_The task_: Print nothing but the lines below starting at the line that holds "display:grid; grid-template-columns:46px 1fr" and ending at the line that holds "display:flex; gap:14px; padding:21px", including both, each exactly as written.

Start of Block

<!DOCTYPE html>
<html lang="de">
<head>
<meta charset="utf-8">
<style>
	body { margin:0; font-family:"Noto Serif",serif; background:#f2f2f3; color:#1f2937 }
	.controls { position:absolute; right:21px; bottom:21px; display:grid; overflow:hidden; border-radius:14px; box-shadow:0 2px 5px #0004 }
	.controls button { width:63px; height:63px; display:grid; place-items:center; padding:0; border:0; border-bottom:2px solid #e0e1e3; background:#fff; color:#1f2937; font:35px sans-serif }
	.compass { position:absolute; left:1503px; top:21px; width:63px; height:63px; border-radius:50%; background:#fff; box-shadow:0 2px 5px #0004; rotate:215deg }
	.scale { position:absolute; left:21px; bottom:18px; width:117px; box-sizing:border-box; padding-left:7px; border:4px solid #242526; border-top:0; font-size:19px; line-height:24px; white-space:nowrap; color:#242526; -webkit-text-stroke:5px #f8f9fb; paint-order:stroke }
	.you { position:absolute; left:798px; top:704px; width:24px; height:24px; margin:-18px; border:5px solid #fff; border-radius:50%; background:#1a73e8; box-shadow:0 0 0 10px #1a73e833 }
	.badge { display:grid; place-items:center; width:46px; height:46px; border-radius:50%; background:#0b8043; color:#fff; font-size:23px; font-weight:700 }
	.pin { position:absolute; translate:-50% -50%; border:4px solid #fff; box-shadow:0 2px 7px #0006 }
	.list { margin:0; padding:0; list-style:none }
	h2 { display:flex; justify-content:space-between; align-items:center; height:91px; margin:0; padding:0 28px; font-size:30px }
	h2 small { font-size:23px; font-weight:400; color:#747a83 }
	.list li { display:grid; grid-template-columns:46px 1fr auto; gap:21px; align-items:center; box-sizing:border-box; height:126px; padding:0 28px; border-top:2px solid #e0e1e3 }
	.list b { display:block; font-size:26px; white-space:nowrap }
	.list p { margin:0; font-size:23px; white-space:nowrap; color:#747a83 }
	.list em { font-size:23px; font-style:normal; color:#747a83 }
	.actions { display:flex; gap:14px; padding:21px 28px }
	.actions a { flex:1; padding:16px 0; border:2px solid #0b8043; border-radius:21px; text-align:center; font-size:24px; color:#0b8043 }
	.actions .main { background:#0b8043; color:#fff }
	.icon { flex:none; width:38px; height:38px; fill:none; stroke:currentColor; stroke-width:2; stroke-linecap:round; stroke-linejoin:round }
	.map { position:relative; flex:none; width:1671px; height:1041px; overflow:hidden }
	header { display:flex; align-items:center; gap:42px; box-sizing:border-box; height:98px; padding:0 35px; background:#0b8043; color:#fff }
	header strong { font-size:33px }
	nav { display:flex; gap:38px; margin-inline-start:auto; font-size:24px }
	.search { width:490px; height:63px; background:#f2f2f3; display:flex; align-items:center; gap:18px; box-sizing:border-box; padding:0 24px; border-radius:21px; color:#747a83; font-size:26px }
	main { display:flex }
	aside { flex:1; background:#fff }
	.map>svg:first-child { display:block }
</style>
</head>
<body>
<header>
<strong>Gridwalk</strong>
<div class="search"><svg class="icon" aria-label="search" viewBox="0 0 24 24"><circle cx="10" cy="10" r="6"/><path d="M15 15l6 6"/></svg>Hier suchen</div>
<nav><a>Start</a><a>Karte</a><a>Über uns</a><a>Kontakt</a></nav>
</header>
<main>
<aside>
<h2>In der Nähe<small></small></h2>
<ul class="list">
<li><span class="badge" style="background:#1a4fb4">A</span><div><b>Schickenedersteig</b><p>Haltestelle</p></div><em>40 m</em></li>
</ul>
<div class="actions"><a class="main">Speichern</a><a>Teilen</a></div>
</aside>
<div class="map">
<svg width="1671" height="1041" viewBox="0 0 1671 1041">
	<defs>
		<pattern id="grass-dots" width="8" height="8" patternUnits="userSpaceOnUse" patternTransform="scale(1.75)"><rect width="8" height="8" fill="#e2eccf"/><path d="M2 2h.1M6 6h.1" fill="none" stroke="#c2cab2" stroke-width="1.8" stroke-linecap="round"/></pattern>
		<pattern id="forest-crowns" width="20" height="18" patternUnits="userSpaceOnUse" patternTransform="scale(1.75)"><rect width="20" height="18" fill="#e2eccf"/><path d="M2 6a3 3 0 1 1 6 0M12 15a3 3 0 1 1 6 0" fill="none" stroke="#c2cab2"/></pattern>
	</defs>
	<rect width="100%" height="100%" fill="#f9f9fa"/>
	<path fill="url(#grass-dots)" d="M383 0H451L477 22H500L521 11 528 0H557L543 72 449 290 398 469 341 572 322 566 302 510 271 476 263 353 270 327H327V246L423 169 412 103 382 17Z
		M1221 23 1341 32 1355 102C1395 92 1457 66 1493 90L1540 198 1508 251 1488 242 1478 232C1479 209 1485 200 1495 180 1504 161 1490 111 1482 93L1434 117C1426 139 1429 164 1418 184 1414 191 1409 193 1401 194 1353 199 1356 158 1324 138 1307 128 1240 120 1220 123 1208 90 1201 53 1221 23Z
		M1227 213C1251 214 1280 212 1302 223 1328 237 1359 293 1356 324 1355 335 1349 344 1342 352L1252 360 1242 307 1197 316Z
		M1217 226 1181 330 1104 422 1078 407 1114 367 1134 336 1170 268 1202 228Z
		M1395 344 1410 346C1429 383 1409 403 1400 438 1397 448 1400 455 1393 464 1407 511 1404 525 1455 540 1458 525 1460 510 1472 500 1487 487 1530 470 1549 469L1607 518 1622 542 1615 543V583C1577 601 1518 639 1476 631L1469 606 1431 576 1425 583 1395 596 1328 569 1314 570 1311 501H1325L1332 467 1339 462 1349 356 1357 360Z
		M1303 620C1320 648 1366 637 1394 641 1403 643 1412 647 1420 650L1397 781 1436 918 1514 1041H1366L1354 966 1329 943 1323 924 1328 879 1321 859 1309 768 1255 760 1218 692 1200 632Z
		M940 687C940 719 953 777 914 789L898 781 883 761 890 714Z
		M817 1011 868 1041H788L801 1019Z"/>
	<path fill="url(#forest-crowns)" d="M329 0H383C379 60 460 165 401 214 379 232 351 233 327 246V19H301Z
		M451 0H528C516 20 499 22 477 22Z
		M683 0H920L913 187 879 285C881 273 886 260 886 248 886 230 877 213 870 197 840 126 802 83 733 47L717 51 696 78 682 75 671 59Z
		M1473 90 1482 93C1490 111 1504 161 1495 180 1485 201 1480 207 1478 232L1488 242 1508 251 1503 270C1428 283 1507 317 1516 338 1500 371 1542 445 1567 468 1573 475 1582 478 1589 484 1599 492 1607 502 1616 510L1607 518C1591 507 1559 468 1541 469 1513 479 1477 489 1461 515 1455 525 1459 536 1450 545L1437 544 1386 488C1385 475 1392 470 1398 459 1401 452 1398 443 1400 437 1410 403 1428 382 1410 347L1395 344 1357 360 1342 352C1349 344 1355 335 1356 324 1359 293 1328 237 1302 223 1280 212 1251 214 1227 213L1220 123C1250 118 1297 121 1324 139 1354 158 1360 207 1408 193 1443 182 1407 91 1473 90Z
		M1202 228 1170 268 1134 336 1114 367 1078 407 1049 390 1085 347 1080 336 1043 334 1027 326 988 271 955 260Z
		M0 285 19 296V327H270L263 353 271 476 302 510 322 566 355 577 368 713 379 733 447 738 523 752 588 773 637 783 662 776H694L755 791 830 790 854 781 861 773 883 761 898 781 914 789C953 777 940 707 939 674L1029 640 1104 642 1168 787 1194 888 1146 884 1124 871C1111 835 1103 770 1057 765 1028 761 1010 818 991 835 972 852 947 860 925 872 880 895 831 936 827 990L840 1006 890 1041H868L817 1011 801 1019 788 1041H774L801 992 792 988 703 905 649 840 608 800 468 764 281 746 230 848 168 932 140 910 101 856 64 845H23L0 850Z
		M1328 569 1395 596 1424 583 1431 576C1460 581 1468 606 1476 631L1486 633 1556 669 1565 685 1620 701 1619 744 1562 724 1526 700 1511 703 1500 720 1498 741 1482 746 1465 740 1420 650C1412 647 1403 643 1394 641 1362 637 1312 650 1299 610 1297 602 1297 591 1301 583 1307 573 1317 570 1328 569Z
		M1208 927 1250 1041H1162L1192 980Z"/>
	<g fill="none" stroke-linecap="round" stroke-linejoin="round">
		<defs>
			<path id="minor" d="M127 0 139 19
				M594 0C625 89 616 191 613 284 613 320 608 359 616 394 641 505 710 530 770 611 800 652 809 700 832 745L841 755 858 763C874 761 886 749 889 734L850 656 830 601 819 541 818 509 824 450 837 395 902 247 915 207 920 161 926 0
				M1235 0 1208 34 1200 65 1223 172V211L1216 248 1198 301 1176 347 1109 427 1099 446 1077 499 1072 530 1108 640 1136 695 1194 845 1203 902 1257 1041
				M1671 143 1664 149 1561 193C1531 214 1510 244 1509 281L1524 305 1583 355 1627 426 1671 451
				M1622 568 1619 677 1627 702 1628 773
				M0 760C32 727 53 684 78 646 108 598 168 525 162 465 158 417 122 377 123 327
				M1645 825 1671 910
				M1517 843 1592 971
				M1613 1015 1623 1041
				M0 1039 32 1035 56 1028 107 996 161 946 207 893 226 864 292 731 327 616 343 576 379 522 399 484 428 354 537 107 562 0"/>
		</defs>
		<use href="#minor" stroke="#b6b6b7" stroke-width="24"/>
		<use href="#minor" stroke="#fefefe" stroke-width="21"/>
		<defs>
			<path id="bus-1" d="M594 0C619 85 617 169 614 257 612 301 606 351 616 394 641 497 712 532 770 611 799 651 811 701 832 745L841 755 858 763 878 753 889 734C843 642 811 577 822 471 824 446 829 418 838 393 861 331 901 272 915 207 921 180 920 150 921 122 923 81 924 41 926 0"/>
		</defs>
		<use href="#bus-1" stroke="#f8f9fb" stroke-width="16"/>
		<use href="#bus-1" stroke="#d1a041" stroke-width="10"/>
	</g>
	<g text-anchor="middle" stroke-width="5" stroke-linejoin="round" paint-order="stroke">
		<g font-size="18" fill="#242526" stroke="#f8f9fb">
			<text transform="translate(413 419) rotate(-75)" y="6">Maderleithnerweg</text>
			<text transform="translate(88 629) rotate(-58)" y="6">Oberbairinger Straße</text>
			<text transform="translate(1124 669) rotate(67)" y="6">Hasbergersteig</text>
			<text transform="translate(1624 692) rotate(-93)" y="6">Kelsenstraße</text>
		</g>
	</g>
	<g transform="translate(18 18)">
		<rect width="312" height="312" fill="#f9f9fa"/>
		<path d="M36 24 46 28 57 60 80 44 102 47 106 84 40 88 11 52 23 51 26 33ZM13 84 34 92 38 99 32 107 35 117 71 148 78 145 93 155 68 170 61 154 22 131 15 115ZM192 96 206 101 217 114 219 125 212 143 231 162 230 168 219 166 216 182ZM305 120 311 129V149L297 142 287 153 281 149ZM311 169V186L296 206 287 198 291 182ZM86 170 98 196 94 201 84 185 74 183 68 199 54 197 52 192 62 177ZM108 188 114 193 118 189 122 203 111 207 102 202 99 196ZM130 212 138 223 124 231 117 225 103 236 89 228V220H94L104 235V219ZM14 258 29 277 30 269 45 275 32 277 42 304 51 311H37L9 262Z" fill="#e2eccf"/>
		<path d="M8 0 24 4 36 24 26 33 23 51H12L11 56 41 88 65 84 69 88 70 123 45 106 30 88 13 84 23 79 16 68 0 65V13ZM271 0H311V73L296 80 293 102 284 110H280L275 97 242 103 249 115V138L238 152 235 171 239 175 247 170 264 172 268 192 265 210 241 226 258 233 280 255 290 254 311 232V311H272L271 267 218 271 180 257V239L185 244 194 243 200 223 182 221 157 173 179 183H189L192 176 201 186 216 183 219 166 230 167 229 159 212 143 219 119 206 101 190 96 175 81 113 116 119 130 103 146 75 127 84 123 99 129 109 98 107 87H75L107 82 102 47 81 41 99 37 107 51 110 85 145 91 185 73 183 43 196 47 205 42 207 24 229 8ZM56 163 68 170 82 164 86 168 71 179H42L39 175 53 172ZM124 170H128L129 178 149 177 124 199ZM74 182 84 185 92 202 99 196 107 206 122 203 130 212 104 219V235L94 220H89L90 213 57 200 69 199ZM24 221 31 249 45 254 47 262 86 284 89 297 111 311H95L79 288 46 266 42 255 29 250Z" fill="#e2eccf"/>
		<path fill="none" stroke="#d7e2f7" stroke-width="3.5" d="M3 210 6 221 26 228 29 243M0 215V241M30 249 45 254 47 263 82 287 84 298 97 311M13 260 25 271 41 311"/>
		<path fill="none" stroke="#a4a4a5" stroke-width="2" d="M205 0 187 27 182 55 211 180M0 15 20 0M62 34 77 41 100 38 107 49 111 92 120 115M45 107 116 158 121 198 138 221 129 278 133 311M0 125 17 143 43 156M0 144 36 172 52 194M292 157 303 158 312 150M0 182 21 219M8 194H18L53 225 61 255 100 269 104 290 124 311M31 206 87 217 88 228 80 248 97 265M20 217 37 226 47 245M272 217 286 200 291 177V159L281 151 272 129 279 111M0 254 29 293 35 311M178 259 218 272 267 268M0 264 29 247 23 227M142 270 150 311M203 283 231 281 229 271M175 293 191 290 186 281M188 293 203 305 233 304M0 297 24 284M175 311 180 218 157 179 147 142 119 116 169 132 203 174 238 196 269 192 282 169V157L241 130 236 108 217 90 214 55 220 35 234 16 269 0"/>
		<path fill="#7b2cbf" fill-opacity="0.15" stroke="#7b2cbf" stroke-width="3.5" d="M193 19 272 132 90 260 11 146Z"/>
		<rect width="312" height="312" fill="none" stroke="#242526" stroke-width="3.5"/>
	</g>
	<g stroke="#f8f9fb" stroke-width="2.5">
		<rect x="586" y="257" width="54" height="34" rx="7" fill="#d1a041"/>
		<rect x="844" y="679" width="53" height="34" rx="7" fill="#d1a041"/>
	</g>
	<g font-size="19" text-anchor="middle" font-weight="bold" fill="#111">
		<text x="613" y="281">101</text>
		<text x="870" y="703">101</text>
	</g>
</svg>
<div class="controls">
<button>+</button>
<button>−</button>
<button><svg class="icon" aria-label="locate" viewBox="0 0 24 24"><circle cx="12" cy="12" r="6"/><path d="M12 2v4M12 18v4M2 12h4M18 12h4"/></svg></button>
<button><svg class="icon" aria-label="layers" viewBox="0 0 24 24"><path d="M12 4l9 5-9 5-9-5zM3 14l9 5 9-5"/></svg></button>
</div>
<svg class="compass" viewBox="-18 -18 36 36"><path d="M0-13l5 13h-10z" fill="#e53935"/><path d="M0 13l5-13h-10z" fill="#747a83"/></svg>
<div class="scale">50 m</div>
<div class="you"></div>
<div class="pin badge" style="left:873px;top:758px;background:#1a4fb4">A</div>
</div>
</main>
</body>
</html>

End of Block
Start of Block

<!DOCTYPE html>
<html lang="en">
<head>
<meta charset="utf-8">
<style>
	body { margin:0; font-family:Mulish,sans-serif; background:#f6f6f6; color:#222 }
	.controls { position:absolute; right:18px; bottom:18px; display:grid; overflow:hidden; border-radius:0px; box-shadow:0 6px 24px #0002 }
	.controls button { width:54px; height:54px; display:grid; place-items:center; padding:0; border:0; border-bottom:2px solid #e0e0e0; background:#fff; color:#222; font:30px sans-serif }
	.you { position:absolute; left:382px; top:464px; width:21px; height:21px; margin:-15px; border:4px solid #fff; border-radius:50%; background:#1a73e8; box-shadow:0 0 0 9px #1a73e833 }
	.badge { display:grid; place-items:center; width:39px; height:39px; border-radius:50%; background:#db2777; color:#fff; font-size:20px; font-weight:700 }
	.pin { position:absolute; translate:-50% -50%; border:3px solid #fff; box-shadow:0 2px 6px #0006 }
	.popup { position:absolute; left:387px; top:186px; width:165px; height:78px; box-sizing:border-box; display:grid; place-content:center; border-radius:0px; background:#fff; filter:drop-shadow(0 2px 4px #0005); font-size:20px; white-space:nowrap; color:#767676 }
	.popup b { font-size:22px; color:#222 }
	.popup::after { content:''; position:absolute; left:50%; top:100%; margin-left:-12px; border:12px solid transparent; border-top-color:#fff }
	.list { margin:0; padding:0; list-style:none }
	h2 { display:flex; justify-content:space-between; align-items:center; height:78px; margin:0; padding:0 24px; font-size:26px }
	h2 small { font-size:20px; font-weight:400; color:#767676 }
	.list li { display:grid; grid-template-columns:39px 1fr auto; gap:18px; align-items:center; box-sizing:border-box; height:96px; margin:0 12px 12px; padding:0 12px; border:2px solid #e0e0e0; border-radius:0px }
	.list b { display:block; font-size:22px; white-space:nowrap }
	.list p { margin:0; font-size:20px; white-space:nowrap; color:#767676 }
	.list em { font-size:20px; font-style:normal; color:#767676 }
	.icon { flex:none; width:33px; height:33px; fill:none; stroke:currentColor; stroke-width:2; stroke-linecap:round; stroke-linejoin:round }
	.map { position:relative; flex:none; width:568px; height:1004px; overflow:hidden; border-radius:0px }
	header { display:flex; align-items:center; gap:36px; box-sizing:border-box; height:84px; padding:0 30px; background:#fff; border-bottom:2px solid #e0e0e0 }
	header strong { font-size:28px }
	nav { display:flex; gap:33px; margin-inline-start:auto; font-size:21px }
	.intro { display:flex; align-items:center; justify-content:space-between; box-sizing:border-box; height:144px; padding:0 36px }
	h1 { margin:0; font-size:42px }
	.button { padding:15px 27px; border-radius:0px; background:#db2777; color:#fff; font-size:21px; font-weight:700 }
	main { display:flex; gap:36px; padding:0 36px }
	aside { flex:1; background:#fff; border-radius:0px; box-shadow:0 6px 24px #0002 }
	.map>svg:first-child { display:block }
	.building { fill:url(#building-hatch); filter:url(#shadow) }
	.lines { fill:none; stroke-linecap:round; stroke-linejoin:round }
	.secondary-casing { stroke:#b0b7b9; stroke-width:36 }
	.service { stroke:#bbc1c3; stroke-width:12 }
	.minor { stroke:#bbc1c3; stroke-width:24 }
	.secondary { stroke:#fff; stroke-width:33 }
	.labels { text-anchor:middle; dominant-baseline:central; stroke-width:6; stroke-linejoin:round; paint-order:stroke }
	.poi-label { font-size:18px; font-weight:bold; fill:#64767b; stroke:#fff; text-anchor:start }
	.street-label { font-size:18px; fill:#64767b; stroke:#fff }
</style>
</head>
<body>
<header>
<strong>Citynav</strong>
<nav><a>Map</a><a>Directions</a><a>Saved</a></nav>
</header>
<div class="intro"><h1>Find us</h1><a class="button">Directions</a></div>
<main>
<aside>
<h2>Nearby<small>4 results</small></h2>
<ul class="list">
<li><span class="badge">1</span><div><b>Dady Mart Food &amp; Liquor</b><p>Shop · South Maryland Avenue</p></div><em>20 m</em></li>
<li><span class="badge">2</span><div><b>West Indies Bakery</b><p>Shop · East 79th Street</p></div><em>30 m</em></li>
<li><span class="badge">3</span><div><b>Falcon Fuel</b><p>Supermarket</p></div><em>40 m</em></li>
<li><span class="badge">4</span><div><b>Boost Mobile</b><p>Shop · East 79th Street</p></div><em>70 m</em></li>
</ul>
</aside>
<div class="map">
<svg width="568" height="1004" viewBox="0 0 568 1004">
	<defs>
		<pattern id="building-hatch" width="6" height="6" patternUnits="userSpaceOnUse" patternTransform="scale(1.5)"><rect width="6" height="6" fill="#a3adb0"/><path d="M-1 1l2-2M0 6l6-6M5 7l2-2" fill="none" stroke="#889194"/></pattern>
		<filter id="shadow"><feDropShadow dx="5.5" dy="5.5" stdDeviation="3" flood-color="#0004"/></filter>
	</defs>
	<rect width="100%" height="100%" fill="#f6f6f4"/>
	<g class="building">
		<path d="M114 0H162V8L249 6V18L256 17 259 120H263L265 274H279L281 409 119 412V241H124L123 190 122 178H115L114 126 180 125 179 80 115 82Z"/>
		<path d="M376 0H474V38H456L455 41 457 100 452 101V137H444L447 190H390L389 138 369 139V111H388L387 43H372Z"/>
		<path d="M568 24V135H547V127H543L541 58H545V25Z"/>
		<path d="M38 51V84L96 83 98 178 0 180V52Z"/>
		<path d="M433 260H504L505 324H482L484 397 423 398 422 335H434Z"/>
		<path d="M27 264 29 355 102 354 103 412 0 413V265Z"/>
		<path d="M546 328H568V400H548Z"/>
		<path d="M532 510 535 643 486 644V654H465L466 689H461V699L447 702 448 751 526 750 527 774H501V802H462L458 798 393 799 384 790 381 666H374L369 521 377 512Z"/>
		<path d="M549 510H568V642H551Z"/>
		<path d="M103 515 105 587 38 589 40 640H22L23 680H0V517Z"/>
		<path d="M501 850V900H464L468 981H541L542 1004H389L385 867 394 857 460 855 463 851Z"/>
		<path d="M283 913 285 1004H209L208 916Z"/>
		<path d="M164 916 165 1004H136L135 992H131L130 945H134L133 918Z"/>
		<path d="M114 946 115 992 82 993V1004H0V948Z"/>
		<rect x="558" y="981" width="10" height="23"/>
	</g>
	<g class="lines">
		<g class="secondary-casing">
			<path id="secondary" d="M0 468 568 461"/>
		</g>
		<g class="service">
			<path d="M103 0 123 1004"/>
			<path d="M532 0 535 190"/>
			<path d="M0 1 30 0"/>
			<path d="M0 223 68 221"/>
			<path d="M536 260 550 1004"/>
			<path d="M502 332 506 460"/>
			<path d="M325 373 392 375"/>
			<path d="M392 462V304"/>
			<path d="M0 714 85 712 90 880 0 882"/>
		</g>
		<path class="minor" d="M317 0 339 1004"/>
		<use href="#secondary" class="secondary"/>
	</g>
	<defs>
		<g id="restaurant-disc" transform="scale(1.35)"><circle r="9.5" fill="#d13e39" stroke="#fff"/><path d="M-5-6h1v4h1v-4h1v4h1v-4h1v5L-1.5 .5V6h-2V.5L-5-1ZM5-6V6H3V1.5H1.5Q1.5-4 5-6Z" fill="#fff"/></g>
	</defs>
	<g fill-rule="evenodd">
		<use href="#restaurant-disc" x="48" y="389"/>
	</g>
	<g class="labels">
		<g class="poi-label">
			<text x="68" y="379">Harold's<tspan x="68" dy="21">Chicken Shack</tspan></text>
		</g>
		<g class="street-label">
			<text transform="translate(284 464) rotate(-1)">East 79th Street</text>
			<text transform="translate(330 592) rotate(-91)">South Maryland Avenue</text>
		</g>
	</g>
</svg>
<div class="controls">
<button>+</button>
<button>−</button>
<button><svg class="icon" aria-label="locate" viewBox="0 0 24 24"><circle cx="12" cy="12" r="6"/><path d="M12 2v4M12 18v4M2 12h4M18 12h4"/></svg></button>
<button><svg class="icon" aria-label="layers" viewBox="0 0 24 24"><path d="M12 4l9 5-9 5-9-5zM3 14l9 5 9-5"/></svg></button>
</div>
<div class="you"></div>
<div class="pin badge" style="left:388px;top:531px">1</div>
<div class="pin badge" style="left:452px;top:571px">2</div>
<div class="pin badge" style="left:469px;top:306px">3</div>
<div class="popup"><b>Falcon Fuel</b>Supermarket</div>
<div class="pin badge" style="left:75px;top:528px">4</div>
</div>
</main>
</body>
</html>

End of Block

_The completed task_:
	.list li { display:grid; grid-template-columns:46px 1fr auto; gap:21px; align-items:center; box-sizing:border-box; height:126px; padding:0 28px; border-top:2px solid #e0e1e3 }
	.list b { display:block; font-size:26px; white-space:nowrap }
	.list p { margin:0; font-size:23px; white-space:nowrap; color:#747a83 }
	.list em { font-size:23px; font-style:normal; color:#747a83 }
	.actions { display:flex; gap:14px; padding:21px 28px }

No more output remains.